» WORK ORDER:
Please reproduce every record, keeping each one exactly as written.

= = = =

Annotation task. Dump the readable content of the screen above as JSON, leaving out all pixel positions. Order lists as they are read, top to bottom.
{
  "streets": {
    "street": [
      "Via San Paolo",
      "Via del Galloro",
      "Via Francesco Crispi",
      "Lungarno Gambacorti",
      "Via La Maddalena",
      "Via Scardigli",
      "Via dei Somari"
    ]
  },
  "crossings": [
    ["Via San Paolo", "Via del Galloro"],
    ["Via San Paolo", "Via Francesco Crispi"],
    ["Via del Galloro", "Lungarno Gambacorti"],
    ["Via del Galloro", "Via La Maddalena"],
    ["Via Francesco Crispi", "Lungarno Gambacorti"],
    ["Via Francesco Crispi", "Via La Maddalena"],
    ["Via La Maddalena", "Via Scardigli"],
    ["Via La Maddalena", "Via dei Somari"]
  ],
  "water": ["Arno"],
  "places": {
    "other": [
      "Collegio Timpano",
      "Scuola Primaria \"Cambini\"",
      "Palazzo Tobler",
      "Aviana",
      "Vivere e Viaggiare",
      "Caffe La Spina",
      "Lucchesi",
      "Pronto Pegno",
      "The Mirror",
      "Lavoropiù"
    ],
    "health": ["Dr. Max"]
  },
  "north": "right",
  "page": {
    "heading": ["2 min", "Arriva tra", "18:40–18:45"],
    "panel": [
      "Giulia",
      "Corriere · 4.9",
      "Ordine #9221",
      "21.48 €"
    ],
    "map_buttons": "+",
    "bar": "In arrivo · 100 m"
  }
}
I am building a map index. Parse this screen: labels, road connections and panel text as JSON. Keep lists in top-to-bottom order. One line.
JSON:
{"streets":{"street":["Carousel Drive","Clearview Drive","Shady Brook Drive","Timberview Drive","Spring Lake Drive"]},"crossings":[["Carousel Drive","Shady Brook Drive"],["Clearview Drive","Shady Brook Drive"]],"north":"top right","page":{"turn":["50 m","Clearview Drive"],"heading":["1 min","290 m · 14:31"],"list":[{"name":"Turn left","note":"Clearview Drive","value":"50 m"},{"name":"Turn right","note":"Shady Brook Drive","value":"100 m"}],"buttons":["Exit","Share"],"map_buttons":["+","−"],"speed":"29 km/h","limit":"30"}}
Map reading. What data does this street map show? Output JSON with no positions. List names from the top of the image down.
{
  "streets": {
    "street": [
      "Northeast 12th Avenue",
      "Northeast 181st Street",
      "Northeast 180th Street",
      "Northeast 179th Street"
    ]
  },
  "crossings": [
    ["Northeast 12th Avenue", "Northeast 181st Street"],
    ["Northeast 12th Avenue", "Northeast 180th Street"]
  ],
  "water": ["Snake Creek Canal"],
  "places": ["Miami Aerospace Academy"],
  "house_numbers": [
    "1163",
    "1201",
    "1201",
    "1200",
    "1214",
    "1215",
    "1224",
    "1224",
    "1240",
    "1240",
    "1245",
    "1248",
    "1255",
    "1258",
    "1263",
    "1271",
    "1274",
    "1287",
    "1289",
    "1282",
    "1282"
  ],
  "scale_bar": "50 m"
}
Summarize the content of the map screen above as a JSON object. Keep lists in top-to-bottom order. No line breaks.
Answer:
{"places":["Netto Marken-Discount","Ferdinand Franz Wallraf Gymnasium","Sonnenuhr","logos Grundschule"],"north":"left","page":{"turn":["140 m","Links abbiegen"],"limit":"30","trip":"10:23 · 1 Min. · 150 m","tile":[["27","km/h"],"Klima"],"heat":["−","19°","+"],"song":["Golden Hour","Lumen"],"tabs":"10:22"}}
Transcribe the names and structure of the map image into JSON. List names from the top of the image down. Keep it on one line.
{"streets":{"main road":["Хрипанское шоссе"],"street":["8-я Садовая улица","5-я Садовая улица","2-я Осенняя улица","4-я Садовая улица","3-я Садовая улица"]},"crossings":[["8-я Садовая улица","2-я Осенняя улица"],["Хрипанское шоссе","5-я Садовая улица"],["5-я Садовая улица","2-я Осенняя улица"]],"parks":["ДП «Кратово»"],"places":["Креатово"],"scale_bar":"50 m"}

= = = =

» EXERCISE OUTPUT:
Annotation task. Dump the readable content of the screen above as JSON, leaving out all pixel positions. Order lists as they are read, top to bottom.
{
  "streets": {
    "street": [
      "Via San Paolo",
      "Via del Galloro",
      "Via Francesco Crispi",
      "Lungarno Gambacorti",
      "Via La Maddalena",
      "Via Scardigli",
      "Via dei Somari"
    ]
  },
  "crossings": [
    ["Via San Paolo", "Via del Galloro"],
    ["Via San Paolo", "Via Francesco Crispi"],
    ["Via del Galloro", "Lungarno Gambacorti"],
    ["Via del Galloro", "Via La Maddalena"],
    ["Via Francesco Crispi", "Lungarno Gambacorti"],
    ["Via Francesco Crispi", "Via La Maddalena"],
    ["Via La Maddalena", "Via Scardigli"],
    ["Via La Maddalena", "Via dei Somari"]
  ],
  "water": ["Arno"],
  "places": {
    "other": [
      "Collegio Timpano",
      "Scuola Primaria \"Cambini\"",
      "Palazzo Tobler",
      "Aviana",
      "Vivere e Viaggiare",
      "Caffe La Spina",
      "Lucchesi",
      "Pronto Pegno",
      "The Mirror",
      "Lavoropiù"
    ],
    "health": ["Dr. Max"]
  },
  "north": "right",
  "page": {
    "heading": ["2 min", "Arriva tra", "18:40–18:45"],
    "panel": [
      "Giulia",
      "Corriere · 4.9",
      "Ordine #9221",
      "21.48 €"
    ],
    "map_buttons": "+",
    "bar": "In arrivo · 100 m"
  }
}
I am building a map index. Parse this screen: labels, road connections and panel text as JSON. Keep lists in top-to-bottom order. One line.
JSON:
{"streets":{"street":["Carousel Drive","Clearview Drive","Shady Brook Drive","Timberview Drive","Spring Lake Drive"]},"crossings":[["Carousel Drive","Shady Brook Drive"],["Clearview Drive","Shady Brook Drive"]],"north":"top right","page":{"turn":["50 m","Clearview Drive"],"heading":["1 min","290 m · 14:31"],"list":[{"name":"Turn left","note":"Clearview Drive","value":"50 m"},{"name":"Turn right","note":"Shady Brook Drive","value":"100 m"}],"buttons":["Exit","Share"],"map_buttons":["+","−"],"speed":"29 km/h","limit":"30"}}
Map reading. What data does this street map show? Output JSON with no positions. List names from the top of the image down.
{
  "streets": {
    "street": [
      "Northeast 12th Avenue",
      "Northeast 181st Street",
      "Northeast 180th Street",
      "Northeast 179th Street"
    ]
  },
  "crossings": [
    ["Northeast 12th Avenue", "Northeast 181st Street"],
    ["Northeast 12th Avenue", "Northeast 180th Street"]
  ],
  "water": ["Snake Creek Canal"],
  "places": ["Miami Aerospace Academy"],
  "house_numbers": [
    "1163",
    "1201",
    "1201",
    "1200",
    "1214",
    "1215",
    "1224",
    "1224",
    "1240",
    "1240",
    "1245",
    "1248",
    "1255",
    "1258",
    "1263",
    "1271",
    "1274",
    "1287",
    "1289",
    "1282",
    "1282"
  ],
  "scale_bar": "50 m"
}
Summarize the content of the map screen above as a JSON object. Keep lists in top-to-bottom order. No line breaks.
Answer:
{"places":["Netto Marken-Discount","Ferdinand Franz Wallraf Gymnasium","Sonnenuhr","logos Grundschule"],"north":"left","page":{"turn":["140 m","Links abbiegen"],"limit":"30","trip":"10:23 · 1 Min. · 150 m","tile":[["27","km/h"],"Klima"],"heat":["−","19°","+"],"song":["Golden Hour","Lumen"],"tabs":"10:22"}}
Transcribe the names and structure of the map image into JSON. List names from the top of the image down. Keep it on one line.
{"streets":{"main road":["Хрипанское шоссе"],"street":["8-я Садовая улица","5-я Садовая улица","2-я Осенняя улица","4-я Садовая улица","3-я Садовая улица"]},"crossings":[["8-я Садовая улица","2-я Осенняя улица"],["Хрипанское шоссе","5-я Садовая улица"],["5-я Садовая улица","2-я Осенняя улица"]],"parks":["ДП «Кратово»"],"places":["Креатово"],"scale_bar":"50 m"}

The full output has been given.